Input records:
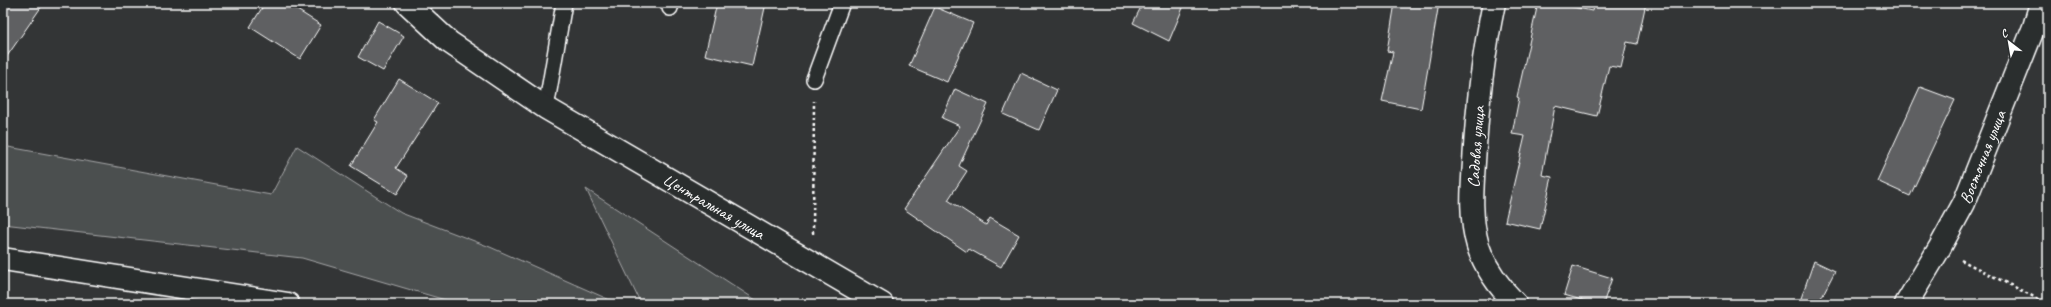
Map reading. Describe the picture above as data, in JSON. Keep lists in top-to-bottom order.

--

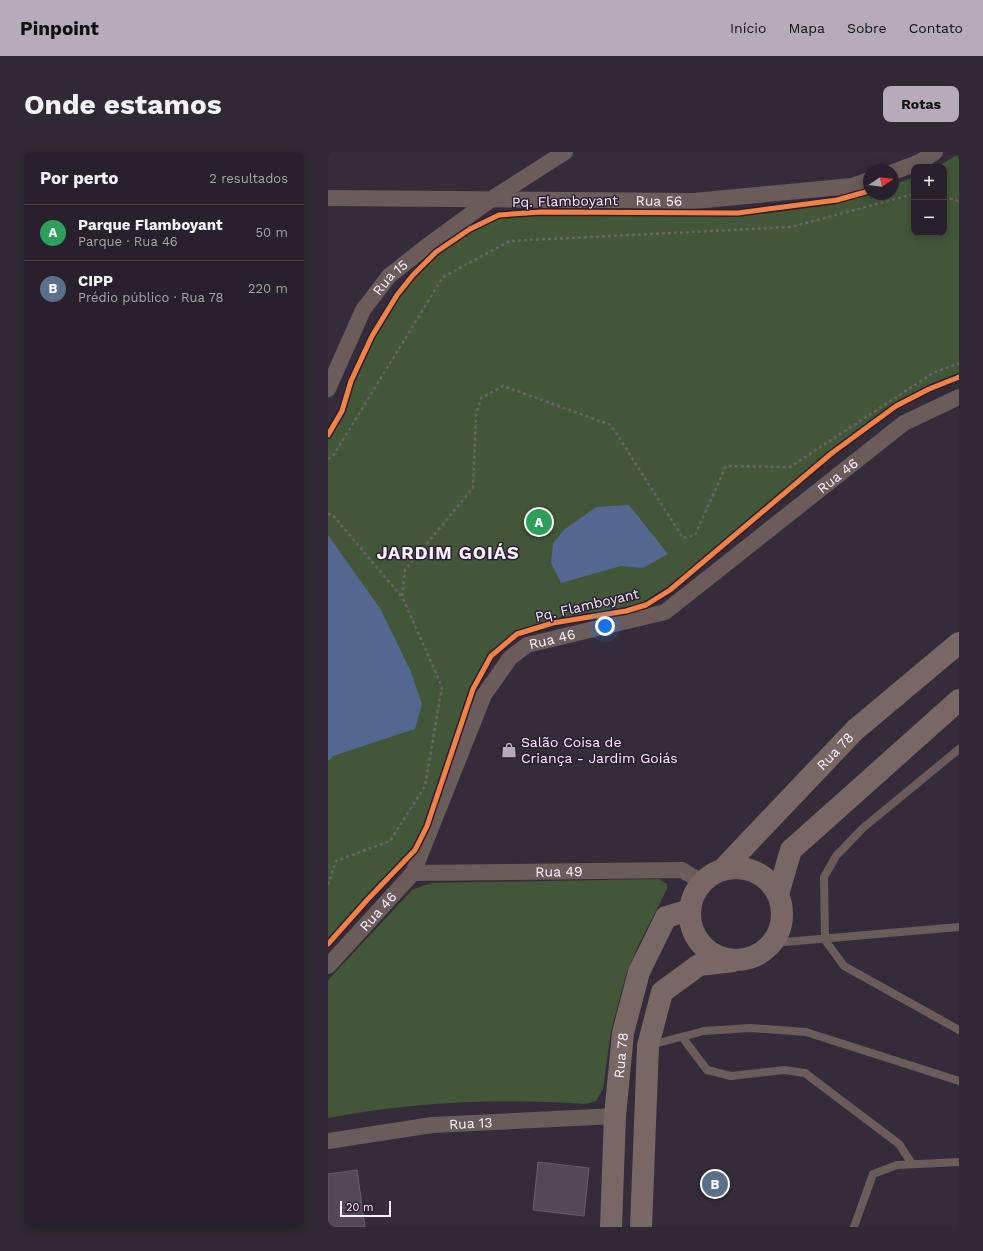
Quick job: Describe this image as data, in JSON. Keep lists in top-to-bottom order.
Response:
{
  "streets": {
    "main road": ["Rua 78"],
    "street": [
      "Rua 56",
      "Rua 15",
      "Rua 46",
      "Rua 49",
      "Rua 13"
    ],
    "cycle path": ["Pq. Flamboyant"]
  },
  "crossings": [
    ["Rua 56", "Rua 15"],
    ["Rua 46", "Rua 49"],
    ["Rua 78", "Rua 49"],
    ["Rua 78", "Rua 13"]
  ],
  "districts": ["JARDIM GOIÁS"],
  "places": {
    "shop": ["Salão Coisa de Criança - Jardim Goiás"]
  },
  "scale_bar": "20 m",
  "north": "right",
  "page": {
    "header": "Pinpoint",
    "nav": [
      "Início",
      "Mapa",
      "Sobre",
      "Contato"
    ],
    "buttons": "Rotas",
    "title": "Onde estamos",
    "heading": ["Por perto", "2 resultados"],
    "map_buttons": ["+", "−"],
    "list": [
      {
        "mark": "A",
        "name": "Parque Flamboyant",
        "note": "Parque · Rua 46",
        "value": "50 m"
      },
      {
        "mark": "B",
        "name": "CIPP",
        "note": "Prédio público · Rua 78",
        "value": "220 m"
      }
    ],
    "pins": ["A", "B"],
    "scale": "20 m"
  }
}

...

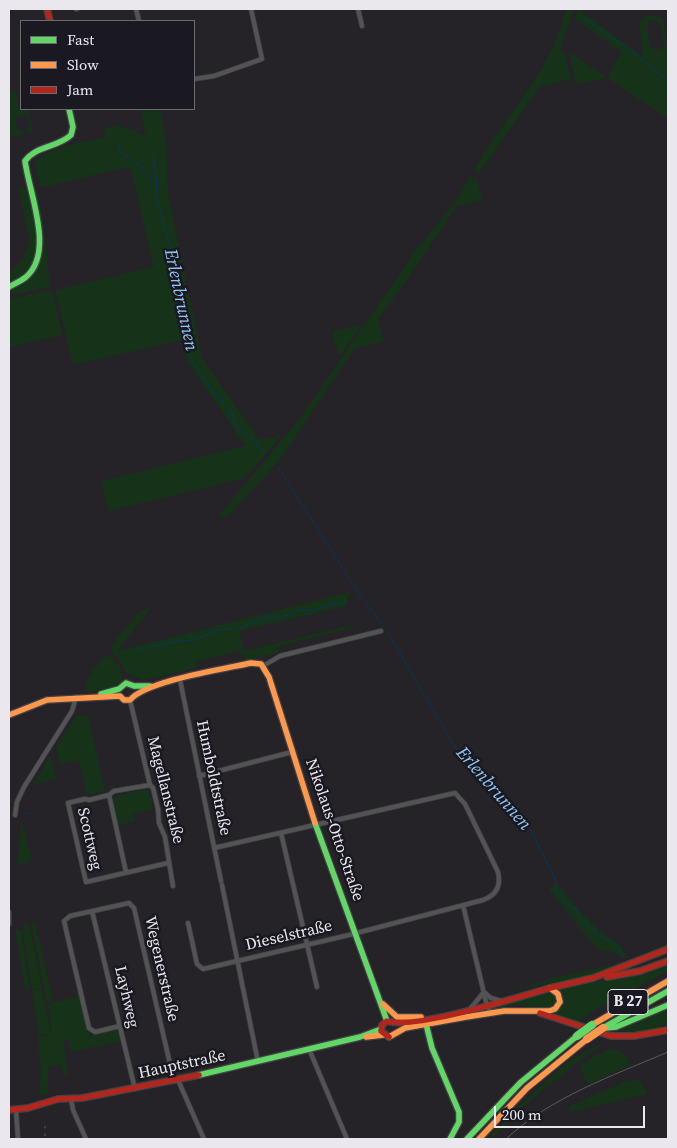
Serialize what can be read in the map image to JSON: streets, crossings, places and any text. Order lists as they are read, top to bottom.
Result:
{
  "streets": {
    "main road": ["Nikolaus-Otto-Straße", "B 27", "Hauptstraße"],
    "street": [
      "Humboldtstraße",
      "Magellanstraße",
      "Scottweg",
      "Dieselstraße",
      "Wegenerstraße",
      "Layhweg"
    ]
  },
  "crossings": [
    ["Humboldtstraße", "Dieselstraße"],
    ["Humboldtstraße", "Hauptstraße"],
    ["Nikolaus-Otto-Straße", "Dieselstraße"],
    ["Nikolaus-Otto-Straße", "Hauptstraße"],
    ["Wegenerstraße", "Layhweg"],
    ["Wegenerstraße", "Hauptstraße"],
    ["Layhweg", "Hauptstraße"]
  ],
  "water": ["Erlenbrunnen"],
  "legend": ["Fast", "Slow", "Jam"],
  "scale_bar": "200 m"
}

Exercise instructions: Search the entries for the word "data", then copy every line in which it is found.

Written solution:
Map reading. Describe the picture above as data, in JSON. Keep lists in top-to-bottom order.
Quick job: Describe this image as data, in JSON. Keep lists in top-to-bottom order.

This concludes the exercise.